I attended the IEEE Information Theory Society (ITSOC) Board of Governors meeting at ISIT in Paris this week and found something gnawing at me afterwards from the presentation about the Distinguished Lecturer (DL) program. The presentation said that “IEEE denied the selection of a DL based in Iran due to U.S. sanction.” The name of the particular DL nominee does not appear in the public record.
Why can IEEE deny the selection of a DL? In part, there are requirements for DLs now:
DL should visit IT Society local chapters. DL program pays for airfare and travel. Local chapter pays for local expenses (hotel). If traveling to a different continent, visits to two locations are required. DL lectures should be freely accessible to the public (i.e. no registration fees).
A DL from Iran cannot be reimbursed by IEEE because the IEEE is based in the US and has to abide by US law. By the new rules then, scholars from Iran are automatically disqualified from the DL program.
Being a DL is an important recognition: it is arguably an award. It certainly bestows a certain level of prestige. Acceding to this intervention by IEEE sends the message that “if you are from Iran, you can’t get an award.” Once we go down this road we might as well ban conference submissions, membership, and participation in the academic community for scholars from Iran. Why not go whole hog and become a tool of the US State Department? It’s ludicrous.

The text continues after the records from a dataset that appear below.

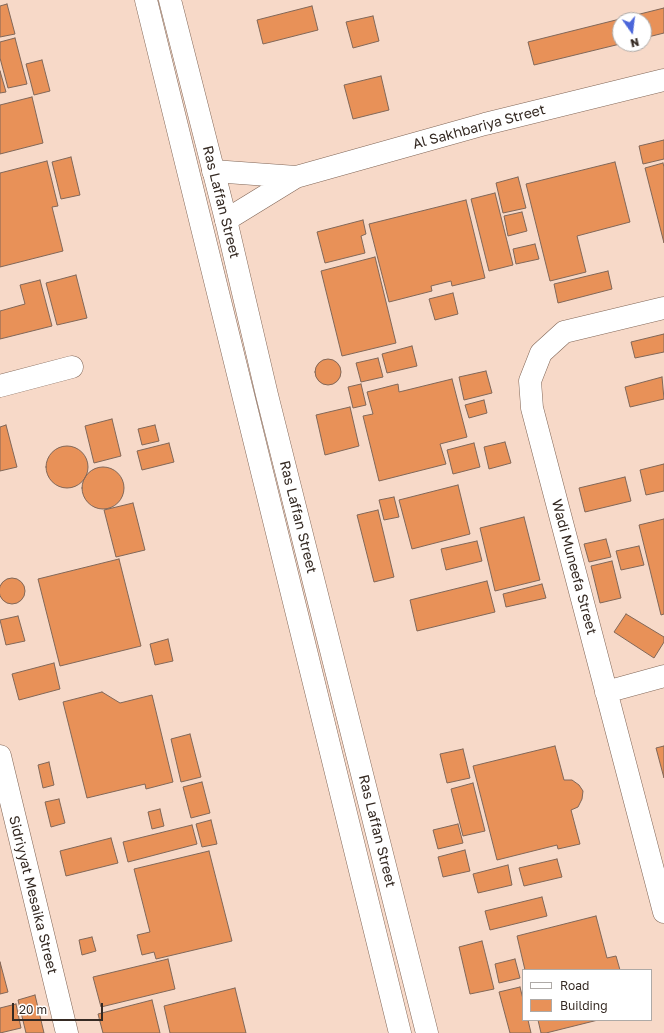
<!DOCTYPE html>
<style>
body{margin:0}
#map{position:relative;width:664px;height:1033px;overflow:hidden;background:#f7d9c8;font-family:"Golos Text",sans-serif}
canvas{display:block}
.legend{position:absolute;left:522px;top:969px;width:130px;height:52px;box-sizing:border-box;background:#fff;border:1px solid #aeaaa7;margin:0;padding:5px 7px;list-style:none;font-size:12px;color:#352a23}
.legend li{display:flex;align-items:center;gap:8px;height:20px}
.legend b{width:20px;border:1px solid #aeaaa7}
.north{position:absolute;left:612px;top:12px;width:40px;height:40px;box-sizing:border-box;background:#fff;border:1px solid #aeaaa7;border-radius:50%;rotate:166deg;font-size:11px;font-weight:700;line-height:16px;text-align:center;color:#352a23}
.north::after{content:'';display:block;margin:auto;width:14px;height:18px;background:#4b66da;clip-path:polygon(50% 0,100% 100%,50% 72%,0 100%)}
.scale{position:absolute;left:12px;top:1003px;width:91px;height:18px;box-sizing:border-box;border:2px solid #352a23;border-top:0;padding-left:5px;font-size:12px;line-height:14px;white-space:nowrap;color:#352a23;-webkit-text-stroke:3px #fff;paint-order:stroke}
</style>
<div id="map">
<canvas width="664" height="1033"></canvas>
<ul class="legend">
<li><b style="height:5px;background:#fff"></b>Road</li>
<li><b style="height:11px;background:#e89158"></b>Building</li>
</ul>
<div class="north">N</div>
<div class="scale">20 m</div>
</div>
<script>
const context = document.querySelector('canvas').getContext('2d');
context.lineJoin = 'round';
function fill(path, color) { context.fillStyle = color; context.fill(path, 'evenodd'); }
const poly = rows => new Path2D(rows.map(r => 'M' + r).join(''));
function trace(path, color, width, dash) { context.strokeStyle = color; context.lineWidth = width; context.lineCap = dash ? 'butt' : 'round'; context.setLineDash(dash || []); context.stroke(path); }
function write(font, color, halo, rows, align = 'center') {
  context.font = font + ' "Golos Text",sans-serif'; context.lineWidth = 4; context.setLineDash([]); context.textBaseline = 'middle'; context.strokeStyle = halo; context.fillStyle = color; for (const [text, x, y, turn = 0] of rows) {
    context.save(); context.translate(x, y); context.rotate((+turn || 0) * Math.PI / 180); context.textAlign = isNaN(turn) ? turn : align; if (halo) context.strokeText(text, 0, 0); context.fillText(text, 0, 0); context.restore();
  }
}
const building = poly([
 [7,4,15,34,0,37,0,6,7,4],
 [312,6,318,30,263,44,257,20,312,6],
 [664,8,664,33,644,38,644,20,620,20,620,44,534,65,528,42,664,8],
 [373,16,379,41,353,48,346,22,373,16],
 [15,38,27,84,8,88,0,58,0,42,15,38],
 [42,60,50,91,34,95,26,64,42,60],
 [0,71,6,92,0,93,0,71],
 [381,76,389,110,353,119,344,85,381,76],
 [32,97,43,143,0,154,0,105,32,97],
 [664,140,664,159,643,164,639,146,664,140],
 [71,157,80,195,61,199,52,162,71,157],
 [47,161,58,206,52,207,63,251,0,267,0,173,47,161],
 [615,162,630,222,577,236,586,272,550,281,526,184,615,162],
 [663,163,664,167,664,243,645,168,663,163],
 [518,177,526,208,503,213,496,183,518,177],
 [495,193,513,265,489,271,471,199,495,193],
 [466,200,485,278,452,286,451,281,431,286,432,291,389,302,369,224,466,200],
 [522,212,527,231,508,236,504,216,522,212],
 [363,220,366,234,361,236,365,253,325,263,317,232,363,220],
 [535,244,539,259,516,264,513,249,535,244],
 [375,257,396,343,342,356,321,271,375,257],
 [608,271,612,289,558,303,554,284,608,271],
 [76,275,87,318,57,325,46,283,76,275],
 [40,280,52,326,0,339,0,311,25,304,20,285,40,280],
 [453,293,458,314,435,320,429,299,453,293],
 [664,334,664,352,635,358,631,342,664,334],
 [412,346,417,366,387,373,382,354,412,346],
 [378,358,383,377,361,382,356,363,378,358],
 '315 372a13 13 0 1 1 26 0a13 13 0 1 1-26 0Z',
 [486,371,492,393,464,400,459,377,486,371],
 [662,377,664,399,630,407,625,387,662,377],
 [452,379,467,437,440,444,446,464,379,481,363,416,373,414,367,392,398,384,399,392,452,379],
 [361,384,366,405,353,408,348,387,361,384],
 [484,400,487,413,469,418,465,405,484,400],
 [350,407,359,446,325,455,316,415,350,407],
 [112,419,121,456,94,463,85,426,112,419],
 [6,425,17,467,0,471,0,427,6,425],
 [155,425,159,441,142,445,138,429,155,425],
 [505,442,511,463,489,469,484,447,505,442],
 [169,443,174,462,142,470,137,451,169,443],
 [474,443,480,467,453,474,447,450,474,443],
 '46 467a21 21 0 1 1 42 0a21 21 0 1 1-42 0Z',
 [664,464,664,491,646,495,640,470,664,464],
 '82 488a21 21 0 1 1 42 0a21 21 0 1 1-42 0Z',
 [625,477,631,501,585,512,579,488,625,477],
 [458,485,470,534,412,549,399,500,458,485],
 [394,497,399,517,384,520,379,500,394,497],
 [133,503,145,550,116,557,104,510,133,503],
 [378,510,394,577,374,582,357,515,378,510],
 [524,517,540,580,495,591,480,528,524,517],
 [664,519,664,614,661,615,639,525,664,519],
 [606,539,611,557,589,562,584,544,606,539],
 [477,541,482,561,446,570,441,549,477,541],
 [639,546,644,565,621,570,616,551,639,546],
 [119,559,141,646,60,666,38,579,119,559],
 [612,561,621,598,600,603,591,566,612,561],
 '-1 591a13 13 0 1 1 26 0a13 13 0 1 1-26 0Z',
 [487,581,495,612,417,631,410,600,487,581],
 [542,584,546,598,506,607,503,594,542,584],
 [626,614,664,637,664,642,654,658,614,632,626,614],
 [18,616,25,641,6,645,0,620,18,616],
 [168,639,173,661,155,665,150,644,168,639],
 [54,663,60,689,19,700,12,674,54,663],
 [102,692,120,703,152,695,173,782,146,789,145,784,87,798,63,702,102,692],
 [190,734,201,777,181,782,171,739,190,734],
 [555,746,564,780,572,780,579,785,583,791,582,799,578,807,571,810,580,844,558,849,557,845,497,860,473,766,555,746],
 [664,746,664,778,656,748,664,746],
 [463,749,470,778,447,783,440,754,463,749],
 [49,762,54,785,43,788,38,765,49,762],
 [202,782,210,813,191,818,183,787,202,782],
 [473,783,485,831,463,836,451,789,473,783],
 [59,799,65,823,51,827,45,802,59,799],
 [160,809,164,826,152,829,148,812,160,809],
 [211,820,217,844,202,847,196,824,211,820],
 [458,824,463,843,438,849,433,830,458,824],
 [192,825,197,844,128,862,123,842,192,825],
 [111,838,118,863,66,876,60,851,111,838],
 [465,850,470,871,443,877,438,857,465,850],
 [209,851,232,941,156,959,154,952,142,955,137,935,150,932,134,869,209,851],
 [557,859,562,877,524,886,519,868,557,859],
 [508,865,512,885,478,893,473,874,508,865],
 [542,897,547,916,490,930,485,911,542,897],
 [596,916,607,958,616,956,620,970,525,970,517,936,596,916],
 [92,937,96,951,82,955,79,940,92,937],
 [482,941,494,989,470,994,459,947,482,941],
 [168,959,175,989,101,1007,93,977,168,959],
 [515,959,520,978,499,983,495,964,515,959],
 [0,962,8,992,0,994,0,962],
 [520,987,523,999,523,1020,528,1020,531,1033,510,1033,499,992,520,987],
 [235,988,246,1033,170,1033,164,1006,235,988],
 [35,995,44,1033,26,1033,18,1000,35,995],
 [152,1000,160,1033,103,1033,98,1014,152,1000],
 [16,1004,21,1028,0,1033,0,1008,16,1004],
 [538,1020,598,1020,546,1033,541,1033,538,1020]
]);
const street = poly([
 [213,171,296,177],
 [226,220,296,177,485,124,664,80],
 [664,308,564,332,541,353,530,381,532,408,664,912],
 [0,386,72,367],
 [606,692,664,676],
 [0,756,67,1033]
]);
const secondary = poly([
 [146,0,400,1033],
 [170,0,226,220,267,395,427,1033]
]);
const streetNames = [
 ["Al Sakhbariya Street",479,127,-15],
 ["Ras Laffan Street",221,202,76],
 ["Ras Laffan Street",298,517,76],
 ["Wadi Muneefa Street",574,567,75],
 ["Ras Laffan Street",377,831,76],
 ["Sidriyyat Mesaika Street",33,895,76]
];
fill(building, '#e89158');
trace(building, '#816758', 1);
trace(street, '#806657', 23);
trace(secondary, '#806657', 23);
trace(street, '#fff', 22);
trace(secondary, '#fff', 22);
write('14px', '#352a23', '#fff', streetNames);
</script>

ITSOC should not sit by and passively accept this “veto” from IEEE: it’s an assault on academic freedom that devalues scholarship on purely political grounds. To not even name the nominee erases the honor to which they are entitled. In fact, they should be given the honor/award with the stipulation that they are exempt from the reimbursement. It is possible to take a stand without violating the law: recognize this scholar and take a public stand against the encroachment of American foreign policy onto an international academic community.